### TASK STATEMENT
The reply should hold only the lines from the one with "Please mark all" to the one with "Localize all text", both ends kept, exactly as they appear below, without any pictures.
[MATERIALS PROVIDED]
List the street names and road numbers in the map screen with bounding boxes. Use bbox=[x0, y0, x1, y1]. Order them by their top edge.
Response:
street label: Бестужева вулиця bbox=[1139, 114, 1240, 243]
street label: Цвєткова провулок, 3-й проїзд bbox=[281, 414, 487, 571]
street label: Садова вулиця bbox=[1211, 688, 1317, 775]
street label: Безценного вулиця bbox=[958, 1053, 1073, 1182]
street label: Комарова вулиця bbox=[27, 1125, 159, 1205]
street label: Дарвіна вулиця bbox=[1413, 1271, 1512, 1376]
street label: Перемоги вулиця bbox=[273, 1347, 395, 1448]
[/MATERIALS PROVIDED]
[MATERIALS PROVIDED]
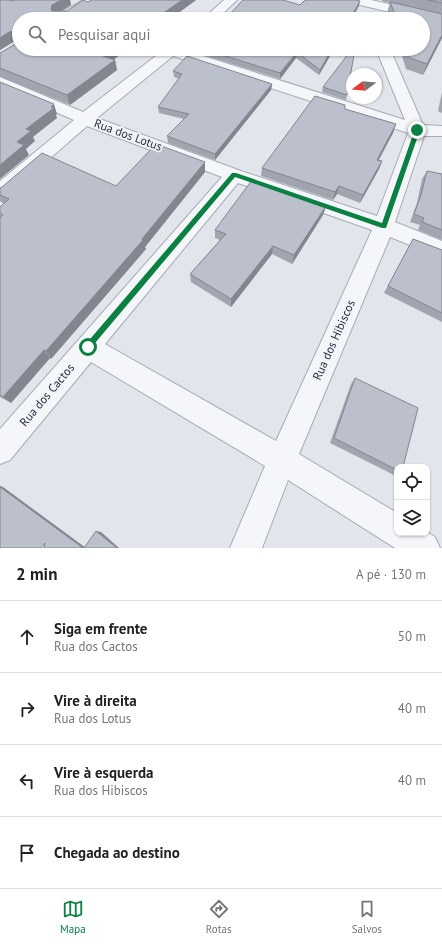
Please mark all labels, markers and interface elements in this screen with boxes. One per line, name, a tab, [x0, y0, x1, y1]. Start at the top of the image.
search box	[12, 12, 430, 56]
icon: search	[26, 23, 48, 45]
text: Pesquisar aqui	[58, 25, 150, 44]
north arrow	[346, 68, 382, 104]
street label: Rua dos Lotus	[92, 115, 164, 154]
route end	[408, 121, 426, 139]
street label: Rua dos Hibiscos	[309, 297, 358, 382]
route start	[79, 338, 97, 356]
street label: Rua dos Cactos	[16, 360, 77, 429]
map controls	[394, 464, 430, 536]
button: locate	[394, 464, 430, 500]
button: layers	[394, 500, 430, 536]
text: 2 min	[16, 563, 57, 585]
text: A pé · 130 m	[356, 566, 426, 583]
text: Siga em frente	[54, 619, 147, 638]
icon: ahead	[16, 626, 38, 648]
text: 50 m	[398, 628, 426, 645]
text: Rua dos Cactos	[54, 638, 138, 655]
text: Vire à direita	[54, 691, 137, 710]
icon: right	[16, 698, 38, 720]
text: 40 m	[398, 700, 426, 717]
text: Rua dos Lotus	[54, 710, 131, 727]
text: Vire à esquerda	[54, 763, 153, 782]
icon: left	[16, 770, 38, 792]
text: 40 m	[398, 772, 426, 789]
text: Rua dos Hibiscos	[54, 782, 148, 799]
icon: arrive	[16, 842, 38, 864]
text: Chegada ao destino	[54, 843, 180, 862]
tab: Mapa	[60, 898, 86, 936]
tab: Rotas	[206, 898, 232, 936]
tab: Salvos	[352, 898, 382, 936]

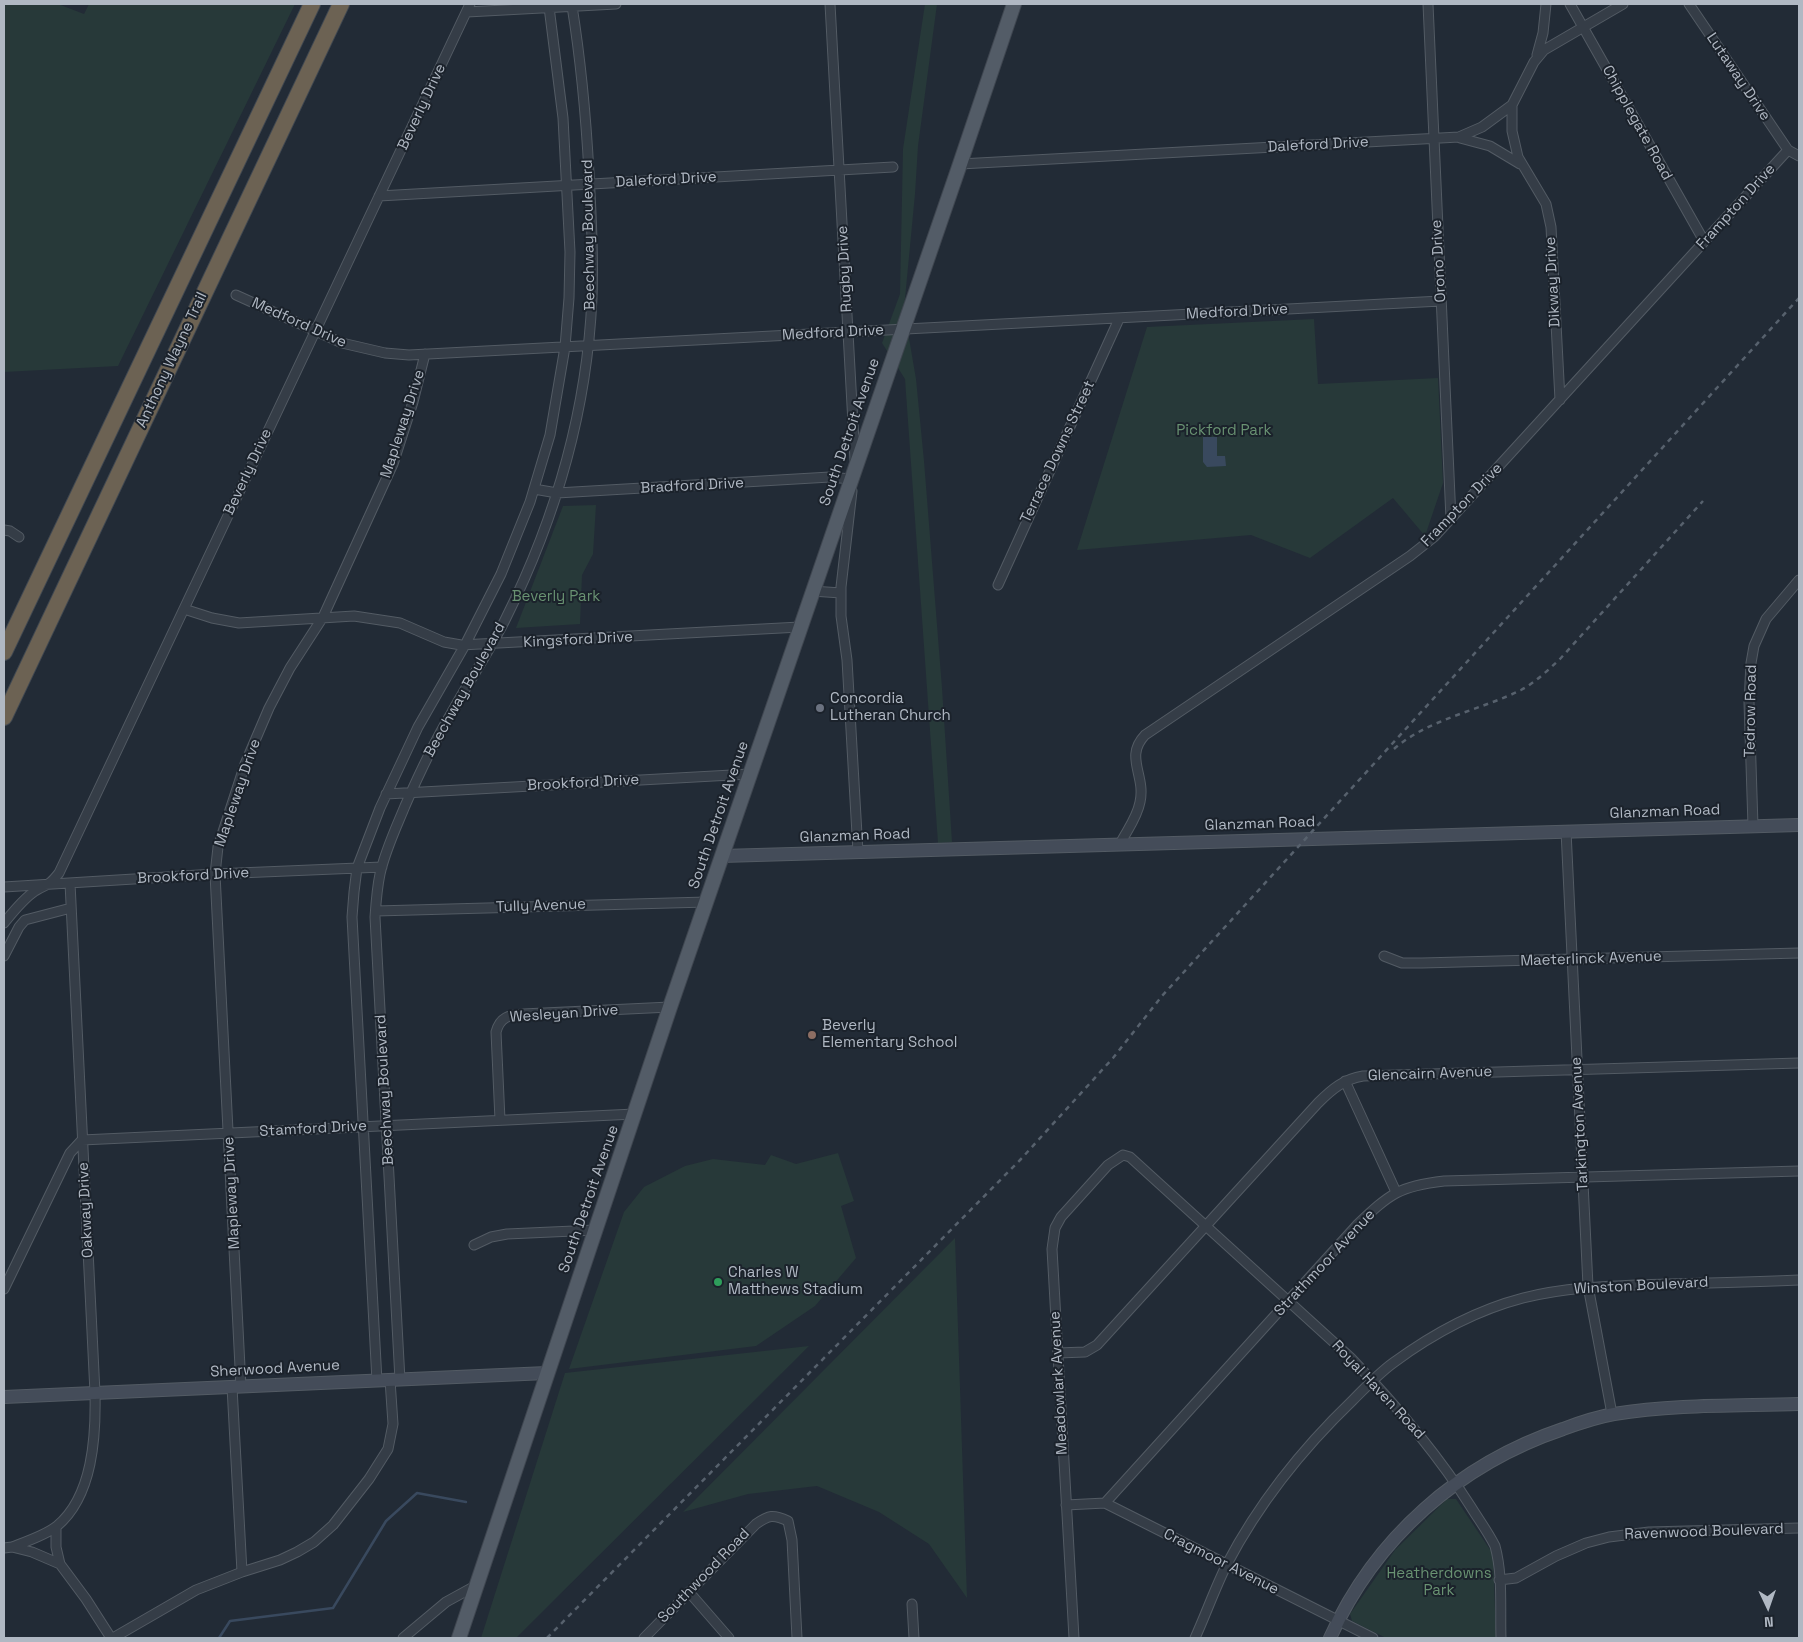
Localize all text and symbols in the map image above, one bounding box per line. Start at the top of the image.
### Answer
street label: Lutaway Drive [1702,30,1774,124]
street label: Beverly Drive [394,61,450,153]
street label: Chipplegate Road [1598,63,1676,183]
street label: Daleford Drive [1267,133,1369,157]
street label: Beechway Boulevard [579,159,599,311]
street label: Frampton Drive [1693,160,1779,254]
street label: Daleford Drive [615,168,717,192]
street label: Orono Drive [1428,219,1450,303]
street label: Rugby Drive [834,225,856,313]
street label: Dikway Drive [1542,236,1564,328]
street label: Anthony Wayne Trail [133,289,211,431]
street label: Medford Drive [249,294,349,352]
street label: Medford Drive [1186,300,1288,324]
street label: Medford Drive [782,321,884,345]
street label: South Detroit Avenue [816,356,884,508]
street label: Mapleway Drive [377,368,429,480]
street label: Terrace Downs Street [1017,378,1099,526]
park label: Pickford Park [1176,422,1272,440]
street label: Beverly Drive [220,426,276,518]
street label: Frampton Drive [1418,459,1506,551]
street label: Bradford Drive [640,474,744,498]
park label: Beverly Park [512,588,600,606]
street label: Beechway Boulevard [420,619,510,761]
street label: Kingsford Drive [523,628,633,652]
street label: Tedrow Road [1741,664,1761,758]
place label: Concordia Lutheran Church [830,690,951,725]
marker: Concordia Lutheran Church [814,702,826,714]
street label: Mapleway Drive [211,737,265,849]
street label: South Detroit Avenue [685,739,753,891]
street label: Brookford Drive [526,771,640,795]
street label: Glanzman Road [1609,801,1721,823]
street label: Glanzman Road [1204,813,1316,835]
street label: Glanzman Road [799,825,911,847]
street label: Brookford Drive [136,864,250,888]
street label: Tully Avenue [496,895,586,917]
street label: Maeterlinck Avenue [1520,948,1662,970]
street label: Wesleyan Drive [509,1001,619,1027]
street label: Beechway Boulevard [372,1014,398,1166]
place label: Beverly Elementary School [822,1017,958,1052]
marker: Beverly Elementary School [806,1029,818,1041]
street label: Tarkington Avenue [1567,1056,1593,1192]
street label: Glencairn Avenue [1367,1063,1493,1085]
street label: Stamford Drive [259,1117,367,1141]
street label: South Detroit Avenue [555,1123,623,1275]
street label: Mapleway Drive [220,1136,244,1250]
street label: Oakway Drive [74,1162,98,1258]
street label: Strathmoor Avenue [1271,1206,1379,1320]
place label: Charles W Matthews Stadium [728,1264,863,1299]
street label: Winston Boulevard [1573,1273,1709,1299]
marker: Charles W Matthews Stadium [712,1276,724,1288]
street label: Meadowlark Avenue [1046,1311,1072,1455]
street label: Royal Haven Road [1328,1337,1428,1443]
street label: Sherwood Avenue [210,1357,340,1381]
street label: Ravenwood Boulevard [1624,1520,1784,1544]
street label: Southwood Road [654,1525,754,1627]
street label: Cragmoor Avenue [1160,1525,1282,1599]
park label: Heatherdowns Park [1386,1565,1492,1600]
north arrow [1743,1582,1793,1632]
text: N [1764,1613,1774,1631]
[/MATERIALS PROVIDED]
### THE ANSWER
Please mark all labels, markers and interface elements in this screen with boxes. One per line, name, a tab, [x0, y0, x1, y1]. Start at the top of the image.
search box	[12, 12, 430, 56]
icon: search	[26, 23, 48, 45]
text: Pesquisar aqui	[58, 25, 150, 44]
north arrow	[346, 68, 382, 104]
street label: Rua dos Lotus	[92, 115, 164, 154]
route end	[408, 121, 426, 139]
street label: Rua dos Hibiscos	[309, 297, 358, 382]
route start	[79, 338, 97, 356]
street label: Rua dos Cactos	[16, 360, 77, 429]
map controls	[394, 464, 430, 536]
button: locate	[394, 464, 430, 500]
button: layers	[394, 500, 430, 536]
text: 2 min	[16, 563, 57, 585]
text: A pé · 130 m	[356, 566, 426, 583]
text: Siga em frente	[54, 619, 147, 638]
icon: ahead	[16, 626, 38, 648]
text: 50 m	[398, 628, 426, 645]
text: Rua dos Cactos	[54, 638, 138, 655]
text: Vire à direita	[54, 691, 137, 710]
icon: right	[16, 698, 38, 720]
text: 40 m	[398, 700, 426, 717]
text: Rua dos Lotus	[54, 710, 131, 727]
text: Vire à esquerda	[54, 763, 153, 782]
icon: left	[16, 770, 38, 792]
text: 40 m	[398, 772, 426, 789]
text: Rua dos Hibiscos	[54, 782, 148, 799]
icon: arrive	[16, 842, 38, 864]
text: Chegada ao destino	[54, 843, 180, 862]
tab: Mapa	[60, 898, 86, 936]
tab: Rotas	[206, 898, 232, 936]
tab: Salvos	[352, 898, 382, 936]

Localize all text and symbols in the map image above, one bounding box per line. Start at the top of the image.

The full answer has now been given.